Science Monday 25 January: An Example of How Science is Supposed to Work From the Salmon World

by Mark McGlothlin on January 25, 2021

in Salmon

There’s been an a bit of a dustup in the world of salmon science of late, highlighted in this article in the Lewiston Tribune by Eric Barker. The core of the dispute is captured in his opening paragraphs –

A controversial study pinning blame for poor salmon returns mostly on ocean conditions and largely dismissing freshwater influences is getting pushback from scientists who have long said dams play an important role in survival rates.

The Fish Passage Center and others have criticized a paper by British Columbia, Canada, scientist David Welch that was funded by the Bonneville Power Administration and published in the online journal Fish and Fisheries in October.

Welch and his colleagues compared smolt-to-adult return rates from chinook runs in rivers up and down the west coast of North America and said survival has fallen dramatically in dammed and undammed rivers, and in rivers that are largely pristine and those that have been heavily altered…

The Welch article (A synthesis of the coast-wide decline in the survival of West coast Chinook Salmon (Oncorhynchus tshawytscha, Salmonidae) can be perused in full at the link, and the countering response from the Fish Passage Center team can be read in full here.

While not a salmon fisheries scientist, given my personal scientific training and career in the sciences, I suspect that West coast salmon reality probably incorporates elements from both opinions represented, and have offered the data today for a couple of reasons.

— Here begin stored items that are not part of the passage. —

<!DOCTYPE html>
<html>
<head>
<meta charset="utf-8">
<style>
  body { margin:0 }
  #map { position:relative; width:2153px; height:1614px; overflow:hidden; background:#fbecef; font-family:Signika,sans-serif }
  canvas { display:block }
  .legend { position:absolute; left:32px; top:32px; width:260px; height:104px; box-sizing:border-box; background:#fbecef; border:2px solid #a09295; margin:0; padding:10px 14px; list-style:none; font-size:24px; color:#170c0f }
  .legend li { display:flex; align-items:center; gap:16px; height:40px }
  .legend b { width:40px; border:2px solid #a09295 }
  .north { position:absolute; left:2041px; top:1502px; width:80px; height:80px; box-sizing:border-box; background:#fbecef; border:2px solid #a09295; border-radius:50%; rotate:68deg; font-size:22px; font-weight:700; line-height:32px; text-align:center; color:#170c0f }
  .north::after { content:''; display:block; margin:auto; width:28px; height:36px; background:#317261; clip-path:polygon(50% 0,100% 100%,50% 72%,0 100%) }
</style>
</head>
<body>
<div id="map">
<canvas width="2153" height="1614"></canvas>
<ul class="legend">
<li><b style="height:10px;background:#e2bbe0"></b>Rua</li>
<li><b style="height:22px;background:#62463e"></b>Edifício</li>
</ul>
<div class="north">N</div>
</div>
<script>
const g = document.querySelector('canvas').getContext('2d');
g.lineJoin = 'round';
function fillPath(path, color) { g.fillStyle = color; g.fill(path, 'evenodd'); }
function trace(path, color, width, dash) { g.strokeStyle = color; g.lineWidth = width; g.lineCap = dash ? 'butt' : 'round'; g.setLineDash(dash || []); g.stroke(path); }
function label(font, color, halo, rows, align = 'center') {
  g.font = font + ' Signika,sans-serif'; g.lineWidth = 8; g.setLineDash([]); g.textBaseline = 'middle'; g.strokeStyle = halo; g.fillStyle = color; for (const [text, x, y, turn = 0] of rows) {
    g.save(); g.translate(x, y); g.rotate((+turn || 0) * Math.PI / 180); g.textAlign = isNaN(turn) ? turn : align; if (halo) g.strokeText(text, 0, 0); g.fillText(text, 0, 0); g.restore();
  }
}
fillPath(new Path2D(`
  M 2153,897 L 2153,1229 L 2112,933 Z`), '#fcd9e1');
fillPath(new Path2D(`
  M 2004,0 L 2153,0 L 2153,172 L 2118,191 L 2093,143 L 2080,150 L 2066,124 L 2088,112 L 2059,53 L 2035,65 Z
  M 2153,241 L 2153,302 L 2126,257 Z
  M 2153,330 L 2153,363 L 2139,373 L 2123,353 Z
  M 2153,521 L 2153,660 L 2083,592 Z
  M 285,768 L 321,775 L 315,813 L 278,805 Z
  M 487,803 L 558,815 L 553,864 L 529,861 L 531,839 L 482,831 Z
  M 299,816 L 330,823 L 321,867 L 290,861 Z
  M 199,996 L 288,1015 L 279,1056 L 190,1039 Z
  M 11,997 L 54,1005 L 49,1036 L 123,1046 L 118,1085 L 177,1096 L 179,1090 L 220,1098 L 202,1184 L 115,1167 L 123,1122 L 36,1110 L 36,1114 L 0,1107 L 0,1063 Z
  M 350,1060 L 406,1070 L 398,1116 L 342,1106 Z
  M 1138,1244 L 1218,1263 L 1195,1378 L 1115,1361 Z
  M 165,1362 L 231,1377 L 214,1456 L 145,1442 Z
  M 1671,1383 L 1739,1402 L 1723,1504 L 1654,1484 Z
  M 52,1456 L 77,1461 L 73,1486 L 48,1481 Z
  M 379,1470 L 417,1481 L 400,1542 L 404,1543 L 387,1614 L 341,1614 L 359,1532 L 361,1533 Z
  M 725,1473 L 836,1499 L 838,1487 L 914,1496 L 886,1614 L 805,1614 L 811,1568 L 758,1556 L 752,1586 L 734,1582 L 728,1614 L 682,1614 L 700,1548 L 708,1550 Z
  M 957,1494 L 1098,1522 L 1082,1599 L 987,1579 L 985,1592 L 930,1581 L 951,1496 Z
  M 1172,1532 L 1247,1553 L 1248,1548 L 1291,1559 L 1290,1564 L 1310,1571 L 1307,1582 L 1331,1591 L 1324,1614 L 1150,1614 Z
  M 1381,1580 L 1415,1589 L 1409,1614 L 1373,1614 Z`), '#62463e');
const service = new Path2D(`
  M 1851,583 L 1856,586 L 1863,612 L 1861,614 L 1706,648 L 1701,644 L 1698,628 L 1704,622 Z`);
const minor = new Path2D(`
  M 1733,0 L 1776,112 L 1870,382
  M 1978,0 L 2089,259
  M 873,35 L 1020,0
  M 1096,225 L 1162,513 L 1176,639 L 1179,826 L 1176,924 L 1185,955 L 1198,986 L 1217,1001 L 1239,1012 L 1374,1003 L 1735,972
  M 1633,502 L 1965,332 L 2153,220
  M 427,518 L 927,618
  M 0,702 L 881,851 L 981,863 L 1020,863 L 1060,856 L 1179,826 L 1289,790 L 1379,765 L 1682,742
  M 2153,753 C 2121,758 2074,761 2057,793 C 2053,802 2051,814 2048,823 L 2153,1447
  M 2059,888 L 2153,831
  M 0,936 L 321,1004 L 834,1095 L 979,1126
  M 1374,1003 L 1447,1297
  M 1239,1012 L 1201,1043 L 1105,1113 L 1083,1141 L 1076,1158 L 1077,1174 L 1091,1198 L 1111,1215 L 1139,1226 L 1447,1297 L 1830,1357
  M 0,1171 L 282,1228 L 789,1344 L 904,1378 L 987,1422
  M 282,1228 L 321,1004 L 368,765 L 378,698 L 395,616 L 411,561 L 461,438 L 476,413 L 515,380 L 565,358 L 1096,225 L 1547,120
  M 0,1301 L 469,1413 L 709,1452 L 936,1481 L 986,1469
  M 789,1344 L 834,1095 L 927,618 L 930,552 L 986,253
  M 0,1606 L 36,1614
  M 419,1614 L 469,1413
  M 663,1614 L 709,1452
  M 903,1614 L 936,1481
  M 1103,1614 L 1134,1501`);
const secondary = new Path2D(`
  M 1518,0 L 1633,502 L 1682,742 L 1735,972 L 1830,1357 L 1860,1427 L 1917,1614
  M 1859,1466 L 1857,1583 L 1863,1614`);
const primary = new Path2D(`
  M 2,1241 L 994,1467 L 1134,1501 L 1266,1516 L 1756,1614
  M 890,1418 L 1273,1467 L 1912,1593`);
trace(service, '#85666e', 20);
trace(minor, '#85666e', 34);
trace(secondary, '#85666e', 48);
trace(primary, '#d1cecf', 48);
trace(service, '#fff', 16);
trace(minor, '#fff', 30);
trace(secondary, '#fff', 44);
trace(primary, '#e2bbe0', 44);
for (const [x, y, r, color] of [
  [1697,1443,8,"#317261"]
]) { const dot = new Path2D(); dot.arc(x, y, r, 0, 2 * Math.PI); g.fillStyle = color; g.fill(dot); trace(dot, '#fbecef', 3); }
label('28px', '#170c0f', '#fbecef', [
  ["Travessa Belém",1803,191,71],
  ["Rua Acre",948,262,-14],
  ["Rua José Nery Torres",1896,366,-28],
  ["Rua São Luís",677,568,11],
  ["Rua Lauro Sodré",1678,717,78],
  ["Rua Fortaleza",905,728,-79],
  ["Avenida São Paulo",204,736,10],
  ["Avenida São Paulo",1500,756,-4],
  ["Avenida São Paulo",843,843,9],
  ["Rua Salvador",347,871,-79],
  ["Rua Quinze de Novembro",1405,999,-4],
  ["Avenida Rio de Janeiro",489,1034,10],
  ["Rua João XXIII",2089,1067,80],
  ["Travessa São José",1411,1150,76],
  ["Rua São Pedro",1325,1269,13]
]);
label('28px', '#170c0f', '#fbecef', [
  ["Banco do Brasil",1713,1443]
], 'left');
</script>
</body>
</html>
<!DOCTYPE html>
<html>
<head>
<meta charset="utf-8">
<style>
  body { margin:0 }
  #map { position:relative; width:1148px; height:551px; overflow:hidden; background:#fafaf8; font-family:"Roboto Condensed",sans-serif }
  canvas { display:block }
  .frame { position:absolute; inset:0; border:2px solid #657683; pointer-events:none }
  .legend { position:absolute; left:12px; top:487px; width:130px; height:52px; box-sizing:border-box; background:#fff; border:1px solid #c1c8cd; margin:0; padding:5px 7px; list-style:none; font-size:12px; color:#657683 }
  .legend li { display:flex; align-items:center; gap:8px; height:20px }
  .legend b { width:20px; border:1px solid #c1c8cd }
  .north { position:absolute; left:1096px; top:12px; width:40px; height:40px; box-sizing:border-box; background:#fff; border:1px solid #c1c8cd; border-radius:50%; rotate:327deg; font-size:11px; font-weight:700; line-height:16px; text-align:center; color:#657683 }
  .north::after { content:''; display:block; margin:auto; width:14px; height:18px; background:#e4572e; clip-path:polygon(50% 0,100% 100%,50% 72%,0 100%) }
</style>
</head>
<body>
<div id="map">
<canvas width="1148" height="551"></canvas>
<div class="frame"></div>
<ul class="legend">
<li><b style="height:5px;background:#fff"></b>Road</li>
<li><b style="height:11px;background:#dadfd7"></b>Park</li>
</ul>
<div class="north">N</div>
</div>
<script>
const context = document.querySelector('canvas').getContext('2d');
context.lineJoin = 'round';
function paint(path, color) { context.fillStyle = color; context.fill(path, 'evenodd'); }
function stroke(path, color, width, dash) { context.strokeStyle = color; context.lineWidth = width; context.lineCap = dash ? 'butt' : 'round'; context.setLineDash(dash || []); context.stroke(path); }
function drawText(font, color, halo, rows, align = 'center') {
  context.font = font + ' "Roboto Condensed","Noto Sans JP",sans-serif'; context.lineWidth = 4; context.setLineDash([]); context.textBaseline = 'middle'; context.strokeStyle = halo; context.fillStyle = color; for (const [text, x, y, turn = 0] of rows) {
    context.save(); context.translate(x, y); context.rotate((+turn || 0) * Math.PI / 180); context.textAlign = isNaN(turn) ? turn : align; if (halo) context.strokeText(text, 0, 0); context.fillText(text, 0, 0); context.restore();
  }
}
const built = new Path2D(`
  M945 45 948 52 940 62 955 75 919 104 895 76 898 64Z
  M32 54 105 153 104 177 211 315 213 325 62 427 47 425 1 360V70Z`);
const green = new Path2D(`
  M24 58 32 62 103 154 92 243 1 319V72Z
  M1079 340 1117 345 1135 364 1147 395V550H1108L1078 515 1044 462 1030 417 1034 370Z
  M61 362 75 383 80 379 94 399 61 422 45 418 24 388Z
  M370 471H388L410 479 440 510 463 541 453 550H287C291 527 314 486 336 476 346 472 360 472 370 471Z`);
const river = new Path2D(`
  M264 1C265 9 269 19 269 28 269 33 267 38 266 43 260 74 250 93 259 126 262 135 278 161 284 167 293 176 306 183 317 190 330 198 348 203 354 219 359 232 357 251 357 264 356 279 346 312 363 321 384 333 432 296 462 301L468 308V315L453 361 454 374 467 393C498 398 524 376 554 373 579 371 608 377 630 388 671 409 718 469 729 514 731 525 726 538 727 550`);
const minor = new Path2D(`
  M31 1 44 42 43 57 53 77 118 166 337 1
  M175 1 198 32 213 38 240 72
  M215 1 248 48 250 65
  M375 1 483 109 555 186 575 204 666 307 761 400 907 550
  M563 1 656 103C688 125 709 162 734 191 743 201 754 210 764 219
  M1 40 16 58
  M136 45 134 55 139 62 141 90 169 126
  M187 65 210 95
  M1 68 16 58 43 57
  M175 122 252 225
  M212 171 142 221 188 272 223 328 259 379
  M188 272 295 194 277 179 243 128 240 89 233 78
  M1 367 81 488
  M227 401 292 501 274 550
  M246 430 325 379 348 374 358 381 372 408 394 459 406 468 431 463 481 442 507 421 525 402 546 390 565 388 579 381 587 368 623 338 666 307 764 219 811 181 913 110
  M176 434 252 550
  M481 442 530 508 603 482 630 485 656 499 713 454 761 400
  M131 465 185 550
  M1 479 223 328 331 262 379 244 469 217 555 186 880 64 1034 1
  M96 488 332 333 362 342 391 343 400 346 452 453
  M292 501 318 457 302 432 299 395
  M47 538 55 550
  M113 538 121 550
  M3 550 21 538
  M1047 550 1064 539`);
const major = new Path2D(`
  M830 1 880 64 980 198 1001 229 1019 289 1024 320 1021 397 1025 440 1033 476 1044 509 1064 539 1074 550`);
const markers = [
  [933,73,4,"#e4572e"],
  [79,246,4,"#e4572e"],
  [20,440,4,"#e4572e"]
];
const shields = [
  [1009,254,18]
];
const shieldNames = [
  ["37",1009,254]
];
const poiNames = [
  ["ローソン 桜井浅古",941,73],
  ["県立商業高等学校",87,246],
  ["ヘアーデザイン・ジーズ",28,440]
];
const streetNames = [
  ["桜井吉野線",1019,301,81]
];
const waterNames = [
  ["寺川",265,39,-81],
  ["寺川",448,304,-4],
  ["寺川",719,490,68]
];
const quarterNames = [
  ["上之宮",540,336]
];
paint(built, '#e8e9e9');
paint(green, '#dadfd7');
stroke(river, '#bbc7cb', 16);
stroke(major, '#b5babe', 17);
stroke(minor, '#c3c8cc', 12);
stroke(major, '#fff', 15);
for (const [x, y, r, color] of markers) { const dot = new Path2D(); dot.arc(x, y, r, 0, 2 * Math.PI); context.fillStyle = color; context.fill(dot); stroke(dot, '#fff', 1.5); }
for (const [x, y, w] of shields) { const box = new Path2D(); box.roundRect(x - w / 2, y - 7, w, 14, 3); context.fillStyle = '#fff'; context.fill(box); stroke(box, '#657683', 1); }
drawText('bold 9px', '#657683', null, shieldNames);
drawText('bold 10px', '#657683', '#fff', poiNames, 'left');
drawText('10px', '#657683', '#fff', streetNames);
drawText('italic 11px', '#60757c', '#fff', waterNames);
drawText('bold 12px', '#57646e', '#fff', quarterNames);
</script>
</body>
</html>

One, for those interested in the continuing PNW/West coast salmon (and steelhead) slow motion disaster we’re all watching, understanding the core issues at hand will be central to creating meaningful interventions and solutions. And two, despite what you might hear and see represented in today’s world, genuine science is by no means a static and monolithic process – genuine science involves disagreements which lead to alternative hypotheses/explanations of what’s observed, followed by different testing models to confirm these hypotheses. Anyone telling you “the science is already settled” for just about any issue is most often trying to sell you something else.

Caveat emptor.

Image via the linked article in the Lewiston Tribune.